> Dataset records:

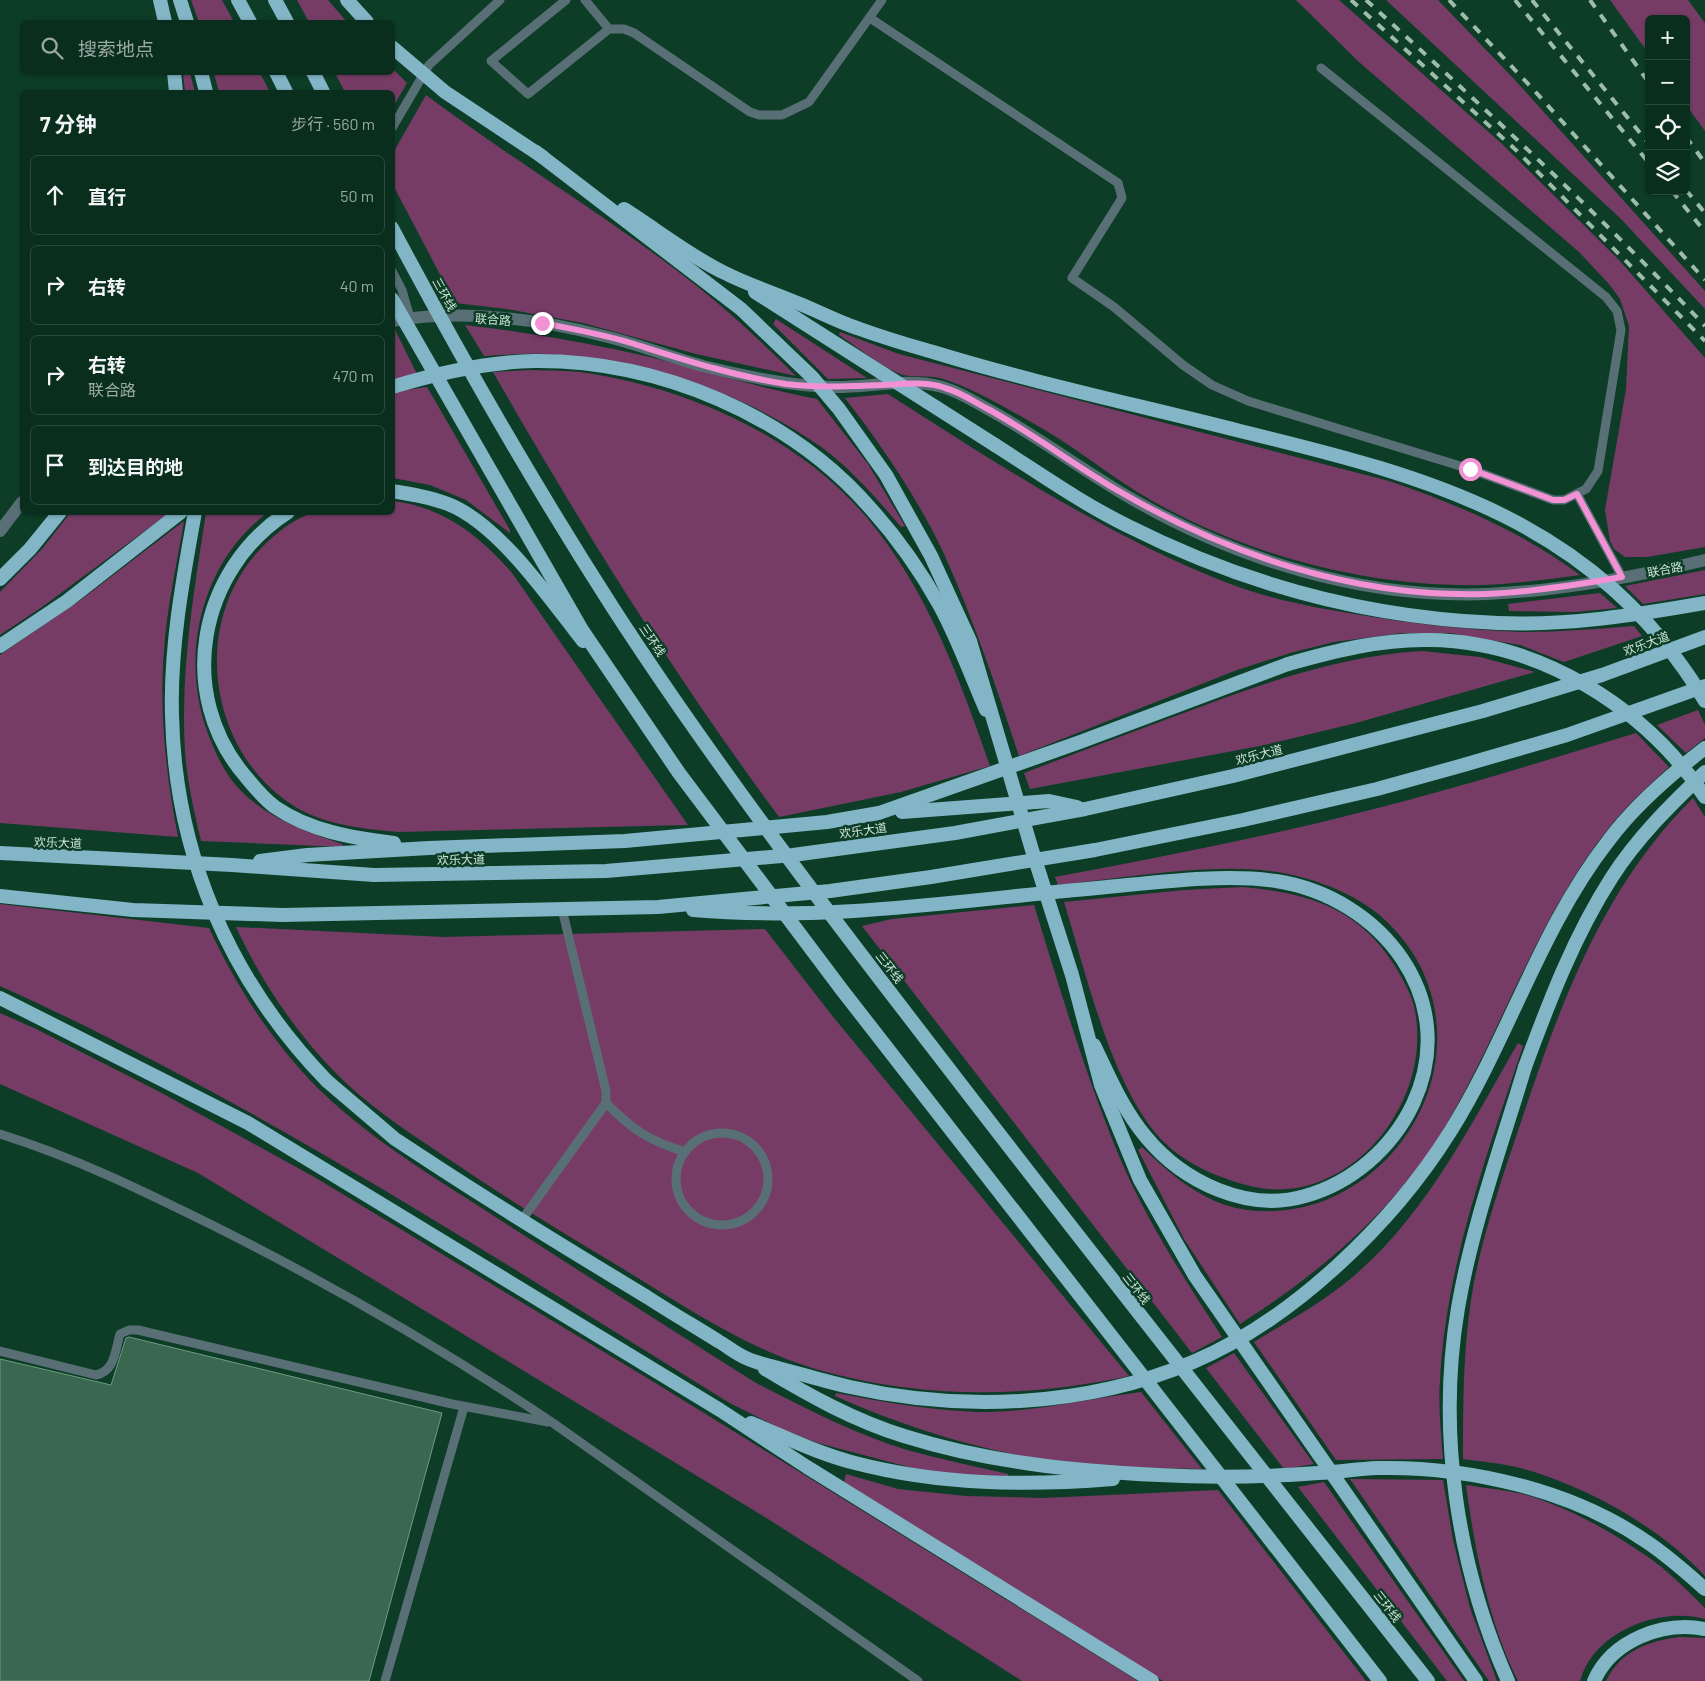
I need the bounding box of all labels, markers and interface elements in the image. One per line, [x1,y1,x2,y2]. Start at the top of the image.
map controls [1645,15,1690,195]
button: + [1645,15,1690,60]
search box [20,20,395,75]
icon: search [38,34,66,62]
text: 搜索地点 [78,37,154,60]
button: − [1645,60,1690,105]
button: locate [1645,105,1690,150]
text: 7 分钟 [40,111,97,136]
text: 步行 · 560 m [291,114,375,133]
button: layers [1645,150,1690,195]
icon: ahead [41,181,69,209]
text: 直行 [88,185,126,208]
text: 50 m [340,186,374,205]
icon: right [41,271,69,299]
text: 右转 [88,275,126,298]
street label: 三环线 [430,275,460,313]
text: 40 m [340,276,374,295]
street label: 联合路 [475,311,511,327]
route end [531,312,554,335]
text: 右转 [88,353,126,376]
icon: right [41,361,69,389]
text: 470 m [333,366,374,385]
text: 联合路 [88,380,136,399]
icon: arrive [41,451,69,479]
text: 到达目的地 [88,455,183,478]
route start [1459,458,1482,481]
street label: 联合路 [1646,559,1684,579]
street label: 三环线 [637,621,669,659]
street label: 欢乐大道 [1621,628,1671,658]
street label: 欢乐大道 [1234,741,1284,767]
street label: 欢乐大道 [838,820,888,840]
street label: 欢乐大道 [34,834,82,850]
street label: 欢乐大道 [437,852,485,866]
street label: 三环线 [873,949,907,985]
street label: 三环线 [1120,1270,1154,1306]
street label: 三环线 [1371,1588,1405,1624]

> Aim of the exercise:
So that the copy stays exact, reproduce each record word for word and leave its images out.

> Finished exercise:
I need the bounding box of all labels, markers and interface elements in the image. One per line, [x1,y1,x2,y2]. Start at the top of the image.
map controls [1645,15,1690,195]
button: + [1645,15,1690,60]
search box [20,20,395,75]
icon: search [38,34,66,62]
text: 搜索地点 [78,37,154,60]
button: − [1645,60,1690,105]
button: locate [1645,105,1690,150]
text: 7 分钟 [40,111,97,136]
text: 步行 · 560 m [291,114,375,133]
button: layers [1645,150,1690,195]
icon: ahead [41,181,69,209]
text: 直行 [88,185,126,208]
text: 50 m [340,186,374,205]
icon: right [41,271,69,299]
text: 右转 [88,275,126,298]
street label: 三环线 [430,275,460,313]
text: 40 m [340,276,374,295]
street label: 联合路 [475,311,511,327]
route end [531,312,554,335]
text: 右转 [88,353,126,376]
icon: right [41,361,69,389]
text: 470 m [333,366,374,385]
text: 联合路 [88,380,136,399]
icon: arrive [41,451,69,479]
text: 到达目的地 [88,455,183,478]
route start [1459,458,1482,481]
street label: 联合路 [1646,559,1684,579]
street label: 三环线 [637,621,669,659]
street label: 欢乐大道 [1621,628,1671,658]
street label: 欢乐大道 [1234,741,1284,767]
street label: 欢乐大道 [838,820,888,840]
street label: 欢乐大道 [34,834,82,850]
street label: 欢乐大道 [437,852,485,866]
street label: 三环线 [873,949,907,985]
street label: 三环线 [1120,1270,1154,1306]
street label: 三环线 [1371,1588,1405,1624]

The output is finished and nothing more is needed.